Exercise objective. Scan the records for the word "linecap". Report each line where it occurs.

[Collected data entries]
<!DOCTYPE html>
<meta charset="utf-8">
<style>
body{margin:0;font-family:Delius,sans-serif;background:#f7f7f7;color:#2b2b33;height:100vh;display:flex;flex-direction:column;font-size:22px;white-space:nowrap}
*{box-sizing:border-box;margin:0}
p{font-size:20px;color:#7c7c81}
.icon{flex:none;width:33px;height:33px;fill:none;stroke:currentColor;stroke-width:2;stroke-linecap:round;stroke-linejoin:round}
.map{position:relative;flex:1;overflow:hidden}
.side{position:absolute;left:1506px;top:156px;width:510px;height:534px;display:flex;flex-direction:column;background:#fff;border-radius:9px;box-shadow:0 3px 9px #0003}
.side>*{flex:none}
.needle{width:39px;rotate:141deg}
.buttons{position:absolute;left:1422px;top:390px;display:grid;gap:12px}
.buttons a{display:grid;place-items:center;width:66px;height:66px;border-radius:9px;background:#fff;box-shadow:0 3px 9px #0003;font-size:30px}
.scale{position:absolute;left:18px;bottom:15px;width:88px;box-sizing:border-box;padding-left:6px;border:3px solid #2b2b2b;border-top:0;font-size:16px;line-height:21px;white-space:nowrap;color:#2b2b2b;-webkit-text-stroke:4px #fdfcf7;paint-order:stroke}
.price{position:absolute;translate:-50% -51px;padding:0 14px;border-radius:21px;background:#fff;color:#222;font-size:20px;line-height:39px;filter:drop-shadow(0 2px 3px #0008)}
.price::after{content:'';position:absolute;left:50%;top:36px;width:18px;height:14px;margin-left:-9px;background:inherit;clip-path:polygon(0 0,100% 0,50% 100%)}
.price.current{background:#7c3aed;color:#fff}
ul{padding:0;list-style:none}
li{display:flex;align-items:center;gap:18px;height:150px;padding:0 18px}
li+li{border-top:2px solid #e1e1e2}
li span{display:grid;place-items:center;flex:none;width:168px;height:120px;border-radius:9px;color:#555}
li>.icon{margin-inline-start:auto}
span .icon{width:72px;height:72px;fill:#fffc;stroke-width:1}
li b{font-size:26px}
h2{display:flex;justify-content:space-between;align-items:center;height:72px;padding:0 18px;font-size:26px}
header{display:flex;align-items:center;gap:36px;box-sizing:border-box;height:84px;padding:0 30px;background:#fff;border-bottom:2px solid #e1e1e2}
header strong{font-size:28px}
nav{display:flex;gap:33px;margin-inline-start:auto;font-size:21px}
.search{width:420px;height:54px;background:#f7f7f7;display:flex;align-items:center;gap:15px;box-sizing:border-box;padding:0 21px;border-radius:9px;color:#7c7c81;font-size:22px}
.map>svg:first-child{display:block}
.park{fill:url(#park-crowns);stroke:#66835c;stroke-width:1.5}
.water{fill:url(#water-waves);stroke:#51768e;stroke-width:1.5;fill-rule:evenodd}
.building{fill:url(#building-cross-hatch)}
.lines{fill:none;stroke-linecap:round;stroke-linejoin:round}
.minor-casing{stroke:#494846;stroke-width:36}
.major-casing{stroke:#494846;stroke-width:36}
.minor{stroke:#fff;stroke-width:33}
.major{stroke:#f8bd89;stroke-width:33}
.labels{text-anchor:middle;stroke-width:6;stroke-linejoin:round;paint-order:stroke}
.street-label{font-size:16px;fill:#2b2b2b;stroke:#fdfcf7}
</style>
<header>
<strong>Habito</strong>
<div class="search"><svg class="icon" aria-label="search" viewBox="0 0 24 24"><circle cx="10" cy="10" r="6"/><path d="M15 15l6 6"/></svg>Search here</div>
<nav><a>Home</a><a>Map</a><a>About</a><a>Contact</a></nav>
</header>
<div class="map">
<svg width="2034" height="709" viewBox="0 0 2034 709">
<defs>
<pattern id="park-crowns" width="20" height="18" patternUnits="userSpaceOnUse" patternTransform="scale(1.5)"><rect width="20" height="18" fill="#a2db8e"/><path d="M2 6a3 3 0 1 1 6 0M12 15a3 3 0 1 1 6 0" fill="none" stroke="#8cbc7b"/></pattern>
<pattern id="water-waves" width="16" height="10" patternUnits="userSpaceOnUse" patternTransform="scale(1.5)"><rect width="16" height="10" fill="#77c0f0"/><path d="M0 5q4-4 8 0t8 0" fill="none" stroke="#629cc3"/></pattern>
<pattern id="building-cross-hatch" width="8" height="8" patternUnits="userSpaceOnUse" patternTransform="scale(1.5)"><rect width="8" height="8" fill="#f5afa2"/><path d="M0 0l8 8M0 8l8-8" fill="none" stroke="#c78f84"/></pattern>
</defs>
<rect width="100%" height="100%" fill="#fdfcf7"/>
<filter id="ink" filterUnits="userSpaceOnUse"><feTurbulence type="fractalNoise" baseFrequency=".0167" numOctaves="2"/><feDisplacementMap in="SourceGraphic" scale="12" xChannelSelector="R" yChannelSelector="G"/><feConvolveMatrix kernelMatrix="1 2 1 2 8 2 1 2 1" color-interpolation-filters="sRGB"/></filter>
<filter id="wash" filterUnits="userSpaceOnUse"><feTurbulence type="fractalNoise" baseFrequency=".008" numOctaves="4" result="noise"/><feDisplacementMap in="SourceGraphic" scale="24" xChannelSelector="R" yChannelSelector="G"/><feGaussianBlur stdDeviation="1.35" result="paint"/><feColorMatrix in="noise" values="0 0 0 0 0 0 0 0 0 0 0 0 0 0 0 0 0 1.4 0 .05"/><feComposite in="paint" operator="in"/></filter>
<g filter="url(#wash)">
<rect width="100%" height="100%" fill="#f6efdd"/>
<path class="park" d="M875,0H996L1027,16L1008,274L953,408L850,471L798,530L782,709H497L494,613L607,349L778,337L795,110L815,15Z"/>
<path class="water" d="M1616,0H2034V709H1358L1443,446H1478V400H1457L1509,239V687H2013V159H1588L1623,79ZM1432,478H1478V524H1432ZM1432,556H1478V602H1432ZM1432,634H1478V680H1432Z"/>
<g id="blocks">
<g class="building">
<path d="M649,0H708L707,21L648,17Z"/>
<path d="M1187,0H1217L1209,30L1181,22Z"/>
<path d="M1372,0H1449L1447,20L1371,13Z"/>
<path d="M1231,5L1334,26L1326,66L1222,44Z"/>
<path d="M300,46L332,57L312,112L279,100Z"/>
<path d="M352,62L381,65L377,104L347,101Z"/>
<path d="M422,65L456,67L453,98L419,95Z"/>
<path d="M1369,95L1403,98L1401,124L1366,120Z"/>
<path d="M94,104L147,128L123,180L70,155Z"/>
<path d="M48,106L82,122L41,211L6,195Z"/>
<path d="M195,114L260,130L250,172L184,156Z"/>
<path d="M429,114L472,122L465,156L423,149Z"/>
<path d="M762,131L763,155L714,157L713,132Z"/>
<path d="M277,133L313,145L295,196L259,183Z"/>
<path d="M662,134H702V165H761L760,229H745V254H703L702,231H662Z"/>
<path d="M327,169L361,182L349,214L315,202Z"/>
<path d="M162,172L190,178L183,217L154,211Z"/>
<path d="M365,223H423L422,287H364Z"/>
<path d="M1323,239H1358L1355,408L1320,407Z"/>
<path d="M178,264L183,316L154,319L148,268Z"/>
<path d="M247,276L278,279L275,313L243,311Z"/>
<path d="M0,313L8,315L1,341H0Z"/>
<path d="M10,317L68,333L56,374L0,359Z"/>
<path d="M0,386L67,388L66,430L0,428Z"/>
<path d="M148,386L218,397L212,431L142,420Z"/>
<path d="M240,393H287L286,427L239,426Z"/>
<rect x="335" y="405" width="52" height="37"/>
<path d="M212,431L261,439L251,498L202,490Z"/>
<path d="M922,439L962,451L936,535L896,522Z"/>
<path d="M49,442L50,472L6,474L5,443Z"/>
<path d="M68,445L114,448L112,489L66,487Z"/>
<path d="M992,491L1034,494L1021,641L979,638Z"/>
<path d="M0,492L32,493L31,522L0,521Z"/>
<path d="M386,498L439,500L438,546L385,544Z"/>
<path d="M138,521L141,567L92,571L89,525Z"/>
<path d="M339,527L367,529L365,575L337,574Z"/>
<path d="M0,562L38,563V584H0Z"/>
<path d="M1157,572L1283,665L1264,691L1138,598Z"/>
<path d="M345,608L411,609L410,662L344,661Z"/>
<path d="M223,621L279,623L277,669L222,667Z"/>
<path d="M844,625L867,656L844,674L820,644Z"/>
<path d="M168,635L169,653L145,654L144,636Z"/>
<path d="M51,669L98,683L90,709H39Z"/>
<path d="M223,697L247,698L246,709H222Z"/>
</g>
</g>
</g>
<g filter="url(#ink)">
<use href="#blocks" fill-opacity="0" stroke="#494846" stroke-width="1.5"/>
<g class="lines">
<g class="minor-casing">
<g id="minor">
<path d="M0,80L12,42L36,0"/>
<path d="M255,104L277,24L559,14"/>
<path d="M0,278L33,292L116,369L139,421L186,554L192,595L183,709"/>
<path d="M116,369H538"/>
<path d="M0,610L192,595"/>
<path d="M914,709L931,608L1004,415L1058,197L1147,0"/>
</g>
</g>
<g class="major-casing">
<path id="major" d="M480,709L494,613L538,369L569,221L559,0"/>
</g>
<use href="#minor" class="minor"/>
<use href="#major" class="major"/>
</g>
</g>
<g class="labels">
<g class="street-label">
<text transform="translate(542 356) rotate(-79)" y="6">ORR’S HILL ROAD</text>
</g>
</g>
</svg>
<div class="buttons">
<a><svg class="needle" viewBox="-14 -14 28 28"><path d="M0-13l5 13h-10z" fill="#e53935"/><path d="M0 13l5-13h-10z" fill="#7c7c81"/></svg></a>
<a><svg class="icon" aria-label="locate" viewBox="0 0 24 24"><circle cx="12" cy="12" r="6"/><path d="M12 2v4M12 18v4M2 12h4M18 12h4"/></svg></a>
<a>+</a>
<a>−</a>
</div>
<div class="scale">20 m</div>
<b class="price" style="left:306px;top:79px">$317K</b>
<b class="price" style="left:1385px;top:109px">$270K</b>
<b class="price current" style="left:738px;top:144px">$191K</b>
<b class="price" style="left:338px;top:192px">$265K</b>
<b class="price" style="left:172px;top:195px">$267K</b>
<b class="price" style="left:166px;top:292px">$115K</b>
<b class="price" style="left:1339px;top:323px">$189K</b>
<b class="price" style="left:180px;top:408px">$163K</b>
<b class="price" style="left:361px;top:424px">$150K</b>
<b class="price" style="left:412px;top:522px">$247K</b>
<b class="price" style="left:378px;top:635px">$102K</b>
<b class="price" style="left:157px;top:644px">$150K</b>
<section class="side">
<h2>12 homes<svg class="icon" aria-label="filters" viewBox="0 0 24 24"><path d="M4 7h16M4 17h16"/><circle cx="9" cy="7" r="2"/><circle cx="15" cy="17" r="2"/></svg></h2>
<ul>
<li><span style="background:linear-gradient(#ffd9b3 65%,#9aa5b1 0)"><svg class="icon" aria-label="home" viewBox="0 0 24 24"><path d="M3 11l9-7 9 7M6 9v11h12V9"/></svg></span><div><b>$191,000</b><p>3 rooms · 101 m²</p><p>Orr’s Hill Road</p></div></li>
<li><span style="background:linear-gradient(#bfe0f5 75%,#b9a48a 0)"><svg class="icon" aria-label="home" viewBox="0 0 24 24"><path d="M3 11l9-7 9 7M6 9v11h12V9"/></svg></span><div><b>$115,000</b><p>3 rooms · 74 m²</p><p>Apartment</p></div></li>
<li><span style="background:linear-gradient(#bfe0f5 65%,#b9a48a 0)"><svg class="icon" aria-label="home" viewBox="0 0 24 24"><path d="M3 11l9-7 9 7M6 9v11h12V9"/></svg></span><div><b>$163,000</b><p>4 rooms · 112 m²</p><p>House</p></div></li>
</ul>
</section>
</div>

Written answer.
.icon{flex:none;width:33px;height:33px;fill:none;stroke:currentColor;stroke-width:2;stroke-linecap:round;stroke-linejoin:round}
.lines{fill:none;stroke-linecap:round;stroke-linejoin:round}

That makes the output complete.